Photo courtesy of WikipediaRussia’s leading anti-corruption activist is being put on trial for embezzlement — charges he and his supporters say are phony and intended to punish him for exposing government fraud.
Alexei Navalny, left, 36, will stand trial this week 500 miles from Moscow, in the city of Kirov. He’s charged with embezzling about $500,000 from a state-owned timber company when he served as a government advisor.
He faces up to ten years if convicted.
He writes one of Russia’s most popular blogs.
Last year, he led mass demonstrations against the Kremlin and President Vladimir Putin.
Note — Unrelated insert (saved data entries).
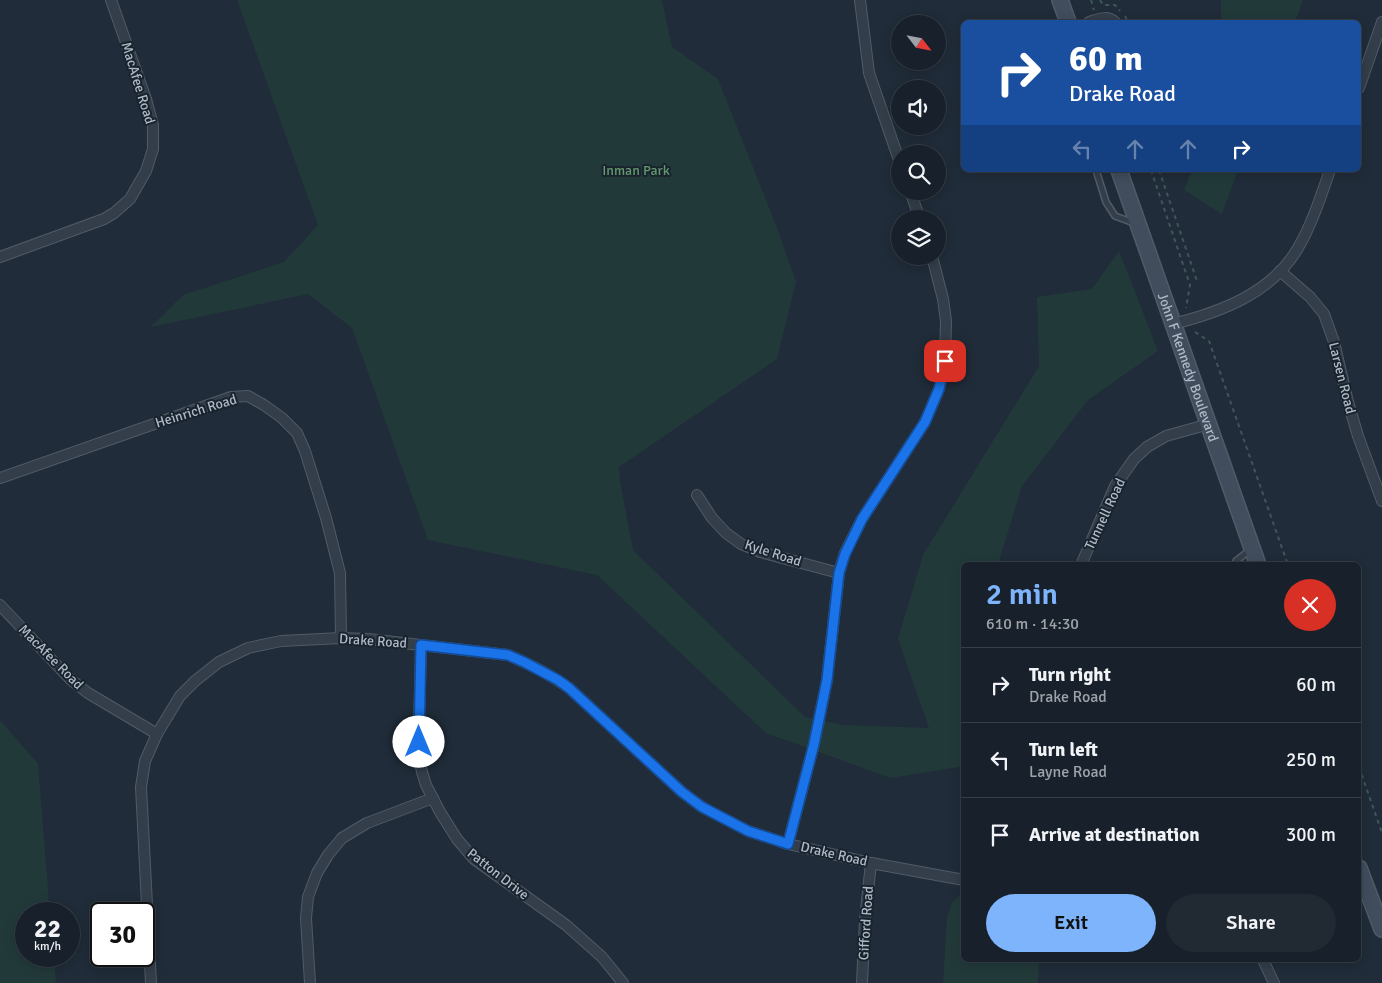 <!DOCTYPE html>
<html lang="en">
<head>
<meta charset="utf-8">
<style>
	:root { --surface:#18212b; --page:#212933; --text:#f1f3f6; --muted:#9fa3a9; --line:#363e47; --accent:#7db4fc }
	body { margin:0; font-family:Signika,sans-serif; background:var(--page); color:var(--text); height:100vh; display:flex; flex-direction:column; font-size:19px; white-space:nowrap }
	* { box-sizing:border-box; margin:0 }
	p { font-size:16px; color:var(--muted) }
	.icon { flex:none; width:28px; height:28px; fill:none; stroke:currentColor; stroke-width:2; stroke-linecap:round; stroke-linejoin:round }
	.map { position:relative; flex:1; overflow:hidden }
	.details { position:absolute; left:961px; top:562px; width:400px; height:400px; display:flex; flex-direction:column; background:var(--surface); border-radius:8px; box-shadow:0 2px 12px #0003,0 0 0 1px var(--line) }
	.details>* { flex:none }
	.hud { position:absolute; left:961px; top:20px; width:400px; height:152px; border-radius:8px; box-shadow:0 2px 12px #0003,0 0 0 1px var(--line); background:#1a4fa0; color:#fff; overflow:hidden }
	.needle { width:32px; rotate:122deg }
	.controls { position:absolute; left:891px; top:15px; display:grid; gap:10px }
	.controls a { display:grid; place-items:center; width:55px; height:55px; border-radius:50%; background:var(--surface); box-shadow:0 2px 12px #0003,0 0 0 1px var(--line); font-size:25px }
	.speed { position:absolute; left:15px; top:902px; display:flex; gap:10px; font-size:25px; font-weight:700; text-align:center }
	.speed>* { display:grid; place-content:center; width:65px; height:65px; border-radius:50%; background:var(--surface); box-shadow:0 2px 12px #0003,0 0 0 1px var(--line); line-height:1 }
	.speed small { font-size:12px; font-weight:400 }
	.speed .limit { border:2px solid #111; border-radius:8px; background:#fff; color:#111 }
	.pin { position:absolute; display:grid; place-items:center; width:42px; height:42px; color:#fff; margin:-21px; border-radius:10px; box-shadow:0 2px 8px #0006 }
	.me { position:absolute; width:55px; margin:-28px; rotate:0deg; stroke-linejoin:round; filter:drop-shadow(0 0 4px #0008) }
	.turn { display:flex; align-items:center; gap:18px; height:105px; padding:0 25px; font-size:22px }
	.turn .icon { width:65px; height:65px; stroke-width:2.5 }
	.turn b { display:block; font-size:35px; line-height:42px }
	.lanes { display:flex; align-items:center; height:48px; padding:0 25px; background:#0003; justify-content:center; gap:25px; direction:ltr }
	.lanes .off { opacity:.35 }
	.round { display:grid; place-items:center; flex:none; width:52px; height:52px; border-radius:26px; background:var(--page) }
	.overview { display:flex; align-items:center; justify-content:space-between; height:85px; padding:0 25px }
	h1 { font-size:30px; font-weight:600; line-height:38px; color:var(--accent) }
	.button { display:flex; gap:10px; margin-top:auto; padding:10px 25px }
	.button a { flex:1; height:58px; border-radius:30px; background:var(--accent); color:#111; font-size:20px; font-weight:600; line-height:58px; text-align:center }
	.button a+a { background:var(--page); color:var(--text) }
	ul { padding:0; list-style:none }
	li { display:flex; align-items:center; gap:15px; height:75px; padding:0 25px; border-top:1px solid var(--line) }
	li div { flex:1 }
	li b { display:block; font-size:19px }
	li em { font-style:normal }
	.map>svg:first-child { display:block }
	.green { fill:#22393a }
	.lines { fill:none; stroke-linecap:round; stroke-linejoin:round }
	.lane-casing { stroke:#515b67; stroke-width:8 }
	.street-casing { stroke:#515b67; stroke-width:12 }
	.secondary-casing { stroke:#515b67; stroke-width:18 }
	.path { stroke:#3f5658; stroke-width:2; stroke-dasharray:4 4; stroke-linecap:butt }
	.lane { stroke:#333e4a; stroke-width:5 }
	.street { stroke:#333e4a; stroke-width:10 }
	.secondary { stroke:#414d5d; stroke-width:15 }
	.route-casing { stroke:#114b97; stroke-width:12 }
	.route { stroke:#1a73e8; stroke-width:9 }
	.labels { text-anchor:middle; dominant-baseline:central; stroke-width:4; stroke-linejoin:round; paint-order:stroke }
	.street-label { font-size:14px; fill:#aeb8c6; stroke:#19232e }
	.park-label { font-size:14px; fill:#64986e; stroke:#19232e }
</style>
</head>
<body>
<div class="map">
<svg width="1382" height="983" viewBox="0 0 1382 983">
	<rect width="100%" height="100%" fill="#202c39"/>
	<g class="green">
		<path d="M237 0H662L672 47 718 79 776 225 796 282 777 359 619 467 620 482 633 550 805 717 844 725 929 728 898 639 923 555 1039 366 1037 297 1092 289 1119 251 1158 351 1088 400 1022 486 998 565H964V766L891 778 766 733 597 575 428 540 352 328 308 294 151 327 183 295 284 262 318 225Z"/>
		<path d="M1221 0H1303L1295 22H1221Z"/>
		<path d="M1192 170H1238L1222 214 1184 190Z"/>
		<path d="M0 720 38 764 50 914H26V956H54L56 983H0Z"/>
		<path d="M964 892V960H1039L1038 983H943L947 918 952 902Z"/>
	</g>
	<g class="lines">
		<g class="lane-casing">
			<g id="lane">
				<path d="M1096 170 1106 202 1115 216 1134 223"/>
				<path d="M1234 565 1236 561 1250 550"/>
			</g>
		</g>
		<g class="street-casing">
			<g id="street">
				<path d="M860 0 869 73 900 163"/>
				<path d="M1089 22C1099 19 1107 15 1115 22"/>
				<path d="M1359 88 1382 22"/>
				<path d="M910 191 920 219"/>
				<path d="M0 257 104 219 114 213 130 199 146 171 153 149V125L146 99 111 0"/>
				<path d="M1280 271 1310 297 1324 314 1334 342 1348 402 1358 436 1382 501"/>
				<path d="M1173 324C1221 312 1272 293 1298 248 1312 224 1321 196 1330 170"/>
				<path d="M0 478 231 397 248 396 264 405 282 418 297 433 305 451 326 518 340 573 341 638"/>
				<path d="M697 495 712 518 726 533 741 544 760 552 839 573"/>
				<path d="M1081 565 1115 486 1134 459 1147 447 1166 436 1209 424"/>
				<path d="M0 605 70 679 88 693 157 734"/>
				<path d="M421 645 419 727V757L422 772 426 785 440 812 457 839 474 859 566 925 602 957 623 983"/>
				<path d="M788 844 814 744 827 680 839 573 845 553 862 519 925 422 939 389 945 361 946 321 943 299 932 256"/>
				<path d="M1263 960 1274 983"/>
				<path d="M151 983 141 787 145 761 157 734 180 696 195 681 219 662 248 648 281 641 341 638 368 639 508 655C529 664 550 674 569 688L682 792 702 807 748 831 788 844 871 863 964 880"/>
				<path d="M310 983 306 918 308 897 317 873 328 855 342 838 367 823 433 798"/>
				<path d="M862 983 865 919 871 863"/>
			</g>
		</g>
		<g class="secondary-casing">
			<g id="secondary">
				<path d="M1060 0 1068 22"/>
				<path id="s1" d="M1119 170 1258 565"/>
				<path d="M1359 868 1382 929"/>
			</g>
		</g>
		<g class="path">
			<path d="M1091 0 1094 10"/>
			<path d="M1100 0 1103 5H1115L1120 11"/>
			<path d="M1125 16 1128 22"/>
			<path d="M1151 170 1190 285 1186 308"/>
			<path d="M1159 170 1197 281"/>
			<path d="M1195 332 1209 341 1288 565"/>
			<path d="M1359 767 1382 833"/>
		</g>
		<use href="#lane" class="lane"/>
		<use href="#street" class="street"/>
		<use href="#secondary" class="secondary"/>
	</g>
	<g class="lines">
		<g class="route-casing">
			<path id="route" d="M419 742 421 645 508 655 524 662 558 680 569 688 682 792 702 807 748 831 788 844 814 744 827 680 839 573 845 554 862 519 925 422 939 389 945 361"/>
		</g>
		<use href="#route" class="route"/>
	</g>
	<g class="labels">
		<g class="street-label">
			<text transform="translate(138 83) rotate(73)">MacAfee Road</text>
			<text stroke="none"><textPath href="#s1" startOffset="209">John F Kennedy Boulevard</textPath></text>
			<text transform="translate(1342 378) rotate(76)">Larsen Road</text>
			<text transform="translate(196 411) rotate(-17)">Heinrich Road</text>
			<text transform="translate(1105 514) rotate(-65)">Tunnell Road</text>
			<text transform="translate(773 553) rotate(18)">Kyle Road</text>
			<text transform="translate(373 641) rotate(4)">Drake Road</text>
			<text transform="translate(51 657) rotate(45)">MacAfee Road</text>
			<text transform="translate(834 854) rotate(13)">Drake Road</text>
			<text transform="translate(498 874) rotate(38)">Patton Drive</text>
			<text transform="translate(866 923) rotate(-86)">Gifford Road</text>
		</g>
		<g class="park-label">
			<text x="636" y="170">Inman Park</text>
		</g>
	</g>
</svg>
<div class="controls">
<a><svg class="needle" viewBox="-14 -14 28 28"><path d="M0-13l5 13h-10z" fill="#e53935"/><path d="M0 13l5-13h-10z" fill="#9fa3a9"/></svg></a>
<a><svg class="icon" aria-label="sound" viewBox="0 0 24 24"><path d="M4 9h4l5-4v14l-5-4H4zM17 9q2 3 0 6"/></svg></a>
<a><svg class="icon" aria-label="search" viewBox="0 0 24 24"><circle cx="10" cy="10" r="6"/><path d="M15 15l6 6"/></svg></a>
<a><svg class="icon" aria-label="layers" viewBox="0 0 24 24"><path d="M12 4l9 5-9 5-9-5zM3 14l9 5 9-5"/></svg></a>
</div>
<div class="speed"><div>22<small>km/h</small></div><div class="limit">30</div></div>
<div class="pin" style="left:945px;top:361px;background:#d93025"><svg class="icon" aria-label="arrive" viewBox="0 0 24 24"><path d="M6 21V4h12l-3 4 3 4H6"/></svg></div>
<svg class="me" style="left:419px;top:742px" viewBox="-20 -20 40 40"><circle r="19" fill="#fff"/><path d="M0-13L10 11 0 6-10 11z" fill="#1a73e8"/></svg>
<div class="hud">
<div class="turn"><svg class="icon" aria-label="right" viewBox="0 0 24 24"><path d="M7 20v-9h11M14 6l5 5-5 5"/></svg><div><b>60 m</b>Drake Road</div></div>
<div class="lanes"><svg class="icon off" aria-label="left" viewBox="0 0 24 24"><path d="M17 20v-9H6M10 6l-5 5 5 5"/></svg><svg class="icon off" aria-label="ahead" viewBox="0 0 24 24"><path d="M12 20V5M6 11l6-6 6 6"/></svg><svg class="icon off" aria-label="ahead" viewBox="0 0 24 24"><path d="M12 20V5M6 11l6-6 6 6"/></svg><svg class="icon" aria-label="right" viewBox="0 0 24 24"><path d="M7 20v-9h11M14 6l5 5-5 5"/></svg></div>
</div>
<section class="details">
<div class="overview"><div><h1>2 min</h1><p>610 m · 14:30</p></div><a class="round" style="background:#d93025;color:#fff"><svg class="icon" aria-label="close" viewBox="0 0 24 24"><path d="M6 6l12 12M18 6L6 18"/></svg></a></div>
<ul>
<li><svg class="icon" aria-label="right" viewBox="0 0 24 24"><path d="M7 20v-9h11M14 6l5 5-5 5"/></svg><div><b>Turn right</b><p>Drake Road</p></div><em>60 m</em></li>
<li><svg class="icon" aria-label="left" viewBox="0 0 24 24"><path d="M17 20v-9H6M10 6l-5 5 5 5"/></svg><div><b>Turn left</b><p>Layne Road</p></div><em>250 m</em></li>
<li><svg class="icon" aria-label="arrive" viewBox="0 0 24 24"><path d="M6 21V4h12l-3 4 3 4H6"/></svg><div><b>Arrive at destination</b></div><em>300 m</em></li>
</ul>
<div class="button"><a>Exit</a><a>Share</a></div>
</section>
</div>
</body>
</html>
In 2010, he published what he said was evidence of a $4 billion fraud at Transneft, the state-owned giant that transports more than 90% of the oil produced in Russia.
Time magazine named him one of the world’s most influential people in 2012.
A report this weekend in the Guardian said opposition groups ‘have accused the government of holding the trial far from Moscow in order to cover up the fact that it is a political trial.’
Navalny’s supporters are braced for the worst.
The Guardian report said: ‘There are dreams when you know ahead of time how they will end — but there’s nothing you can do to change the nightmarish logic of their plot or wake up from the dreamy horror,’ wrote Yury Saprykin, a journalist and opposition activist, describing the case against Navalny. ‘And I … can’t think up a way for us all to get out of this nightmare.’